Why -1018 Errors are Crucial for Successful Data Backup

The -1018 error is used to provide an effective early warning for subsystem failure. By carefully checking the validity of data returned by the operating system and hardware subsystems, Exchange Server 5.5 ensures that your system contains valid data. In particular, all data is checked during backup to guarantee that it contains no errors. Without this level of error detection, your data might be damaged by a failing subsystem without your knowledge, which could result in the backup of damaged and unrecoverable data.

How to Avoid -1018 Errors

Customers should have a well thought out response plan for dealing with the occurrence of -1018 errors, and that plan should include escalation paths for hardware issues both within their organization and with their system vendor.

The following are deployment and administration areas that should be carefully reviewed when a system is experiencing -1018 errors:

Hardware fault tolerance. The most common cause of -1018 errors is when an Exchange site has no hardware fault tolerance. This typically occurs when backup is the only means of fault tolerance, and any part of the hardware subsystem fails. In this case, we recommend that customers adopt a higher level of hardware fault tolerance.

Operational practices. Good operational practices can reduce or eliminate other situations that give rise to -1018 messages. Specific attention should be paid to:

· Correct SCSI termination. In the case of a -1018 error, both SCSI termination and SCSI equipment should be checked for failure—SCSI problems commonly lead to data loss and corresponding -1018 errors.

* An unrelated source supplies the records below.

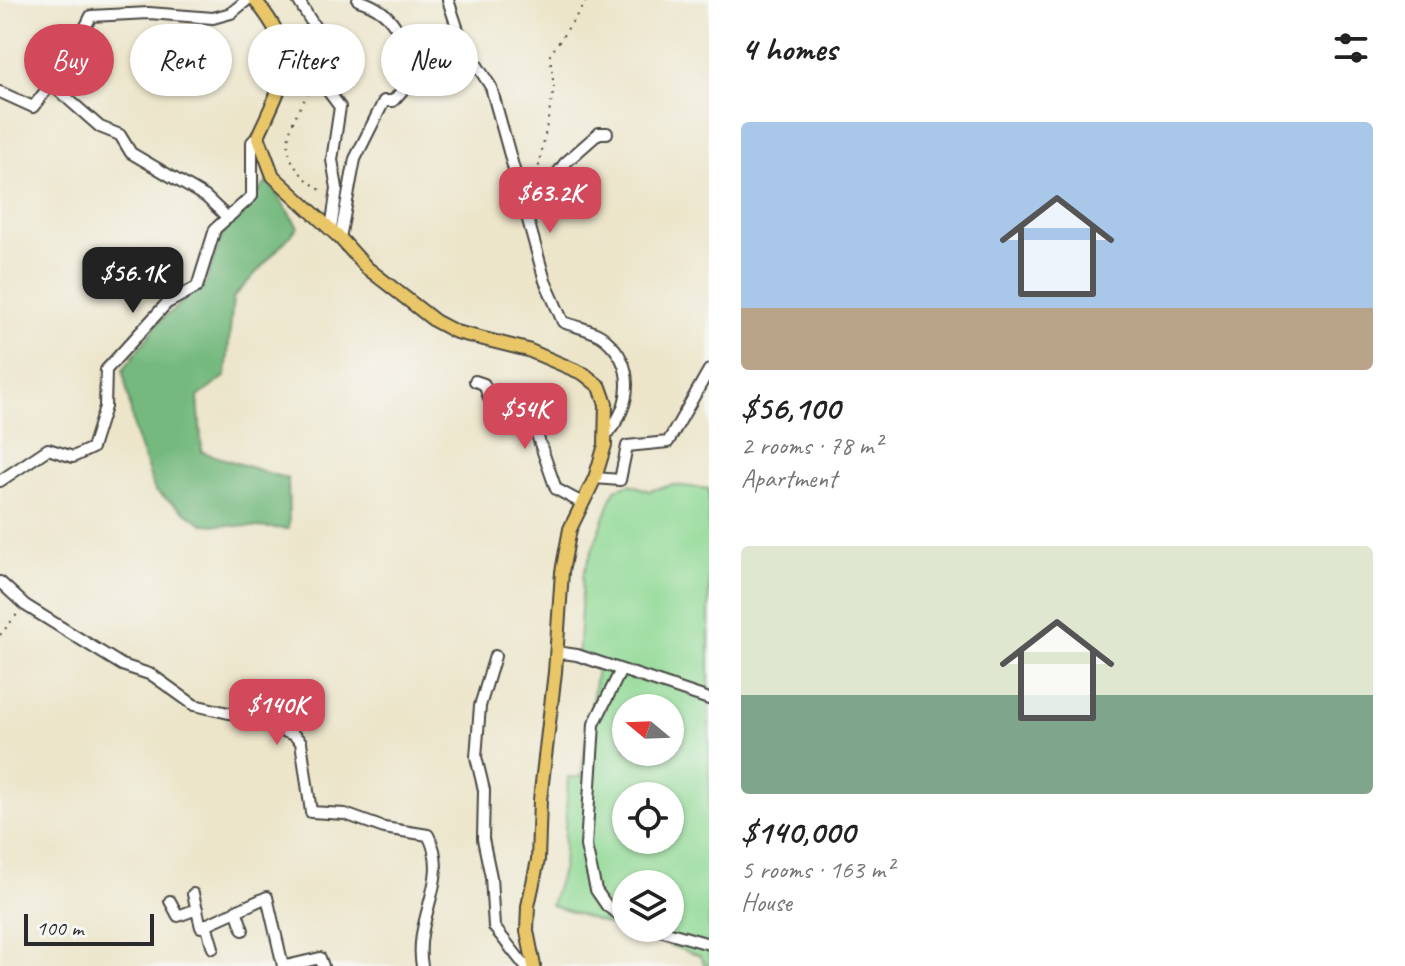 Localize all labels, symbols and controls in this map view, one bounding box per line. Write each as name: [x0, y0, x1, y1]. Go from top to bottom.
chip: Buy: [24, 24, 114, 96]
chip: Rent: [130, 24, 232, 96]
chip: Filters: [248, 24, 365, 96]
chip: New: [381, 24, 478, 96]
icon: filters: [1329, 26, 1373, 70]
text: 4 homes: [741, 27, 837, 70]
pin: $63.2K: [485, 167, 615, 235]
icon: home: [985, 174, 1129, 318]
text: $63.2K: [517, 176, 583, 209]
pin: $56.1K: [68, 247, 198, 315]
text: $56.1K: [100, 256, 166, 289]
pin: $54K: [478, 383, 572, 451]
text: $56,100: [741, 386, 840, 429]
text: $54K: [501, 392, 549, 425]
text: 2 rooms · 78 m²: [741, 429, 882, 462]
text: Apartment: [741, 462, 837, 495]
icon: home: [985, 598, 1129, 742]
pin: $140K: [221, 679, 333, 747]
text: $140K: [247, 688, 307, 721]
north arrow: [612, 694, 684, 766]
map controls: [612, 694, 684, 942]
button: locate: [612, 782, 684, 854]
text: $140,000: [741, 810, 855, 853]
text: 5 rooms · 163 m²: [741, 853, 893, 886]
button: layers: [612, 870, 684, 942]
text: House: [741, 886, 792, 919]
scale bar: [24, 910, 154, 946]
text: 100 m: [36, 914, 83, 942]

· Caching controller management. If a caching controller is used with Exchange Server, it is critical that this controller be fully fault tolerant. This means that the controller must have a battery backup so that data in its cache will not be lost during a power failure, and can be moved to a new card if the controller card itself fails. Cache mirroring is also recommended so that memory errors can be easily corrected.

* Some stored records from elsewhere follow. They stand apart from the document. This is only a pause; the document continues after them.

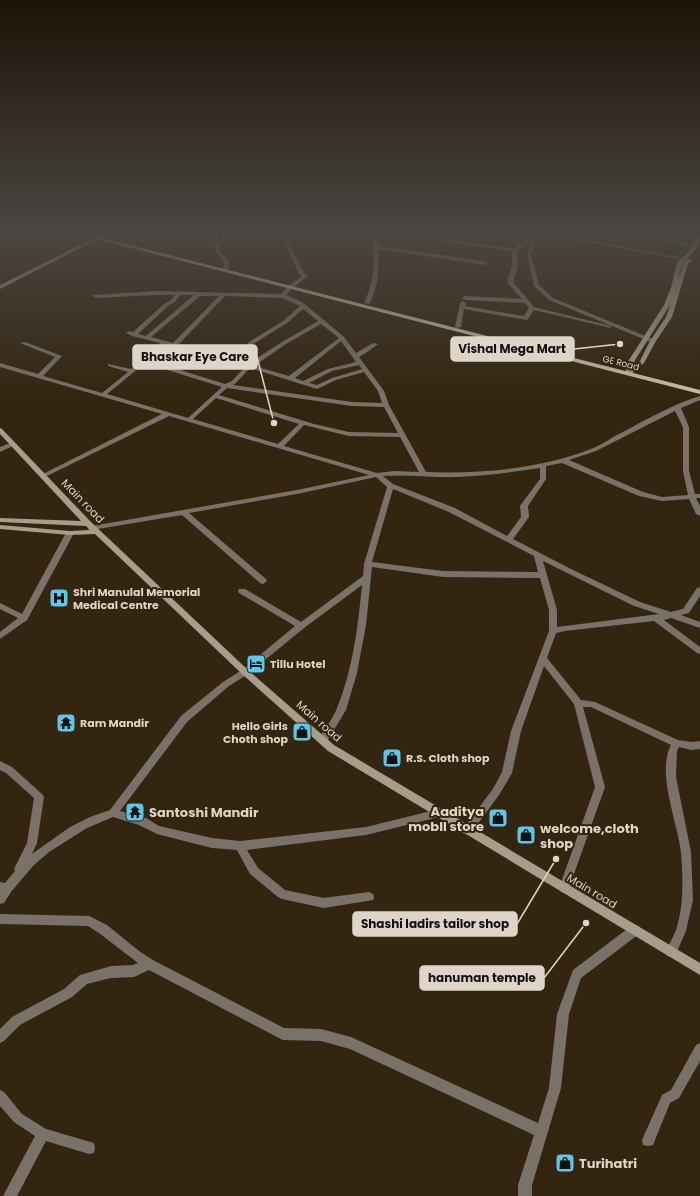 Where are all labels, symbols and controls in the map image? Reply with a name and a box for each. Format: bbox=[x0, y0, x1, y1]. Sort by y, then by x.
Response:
callout: Vishal Mega Mart bbox=[451, 337, 574, 361]
text: Vishal Mega Mart bbox=[458, 340, 566, 357]
callout: Bhaskar Eye Care bbox=[133, 345, 257, 369]
text: Bhaskar Eye Care bbox=[141, 348, 250, 365]
street label: GE Road bbox=[601, 353, 641, 373]
street label: Main road bbox=[58, 475, 108, 527]
place label: Shri Manulal Memorial Medical Centre bbox=[73, 584, 200, 613]
hospital icon: Shri Manulal Memorial Medical Centre bbox=[48, 587, 70, 609]
hotel icon: Tillu Hotel bbox=[245, 653, 267, 675]
place label: Tillu Hotel bbox=[270, 656, 326, 672]
street label: Main road bbox=[293, 697, 345, 745]
temple icon: Ram Mandir bbox=[55, 712, 77, 734]
place label: Ram Mandir bbox=[80, 715, 149, 731]
place label: Hello Girls Choth shop bbox=[223, 718, 289, 747]
shop icon: Hello Girls Choth shop bbox=[291, 721, 313, 743]
shop icon: R.S. Cloth shop bbox=[381, 747, 403, 769]
place label: R.S. Cloth shop bbox=[406, 750, 490, 766]
temple icon: Santoshi Mandir bbox=[124, 801, 146, 823]
place label: Aaditya mobIl store bbox=[408, 802, 484, 836]
place label: Santoshi Mandir bbox=[149, 803, 259, 822]
shop icon: Aaditya mobIl store bbox=[487, 807, 509, 829]
place label: welcome,cloth shop bbox=[540, 819, 639, 853]
shop icon: welcome,cloth shop bbox=[515, 824, 537, 846]
street label: Main road bbox=[564, 870, 620, 912]
callout: Shashi ladirs tailor shop bbox=[353, 912, 517, 936]
text: Shashi ladirs tailor shop bbox=[361, 915, 509, 932]
callout: hanuman temple bbox=[420, 966, 544, 990]
text: hanuman temple bbox=[428, 969, 537, 986]
shop icon: Turihatri bbox=[554, 1152, 576, 1174]
place label: Turihatri bbox=[579, 1154, 637, 1173]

· Drive replacement. If a server is turned off without a clean shutdown and a drive is replaced, the RAID rebuild of the drive when the server is restarted will cause cached data to be lost.

Third-party tools. In rare cases, third-party software tools have been known to cause -1018 errors, particularly in cases where these programs directly modify the Exchange database files. Any direct modification to these files will cause a -1018 error. Contact your third-party vendor for more information.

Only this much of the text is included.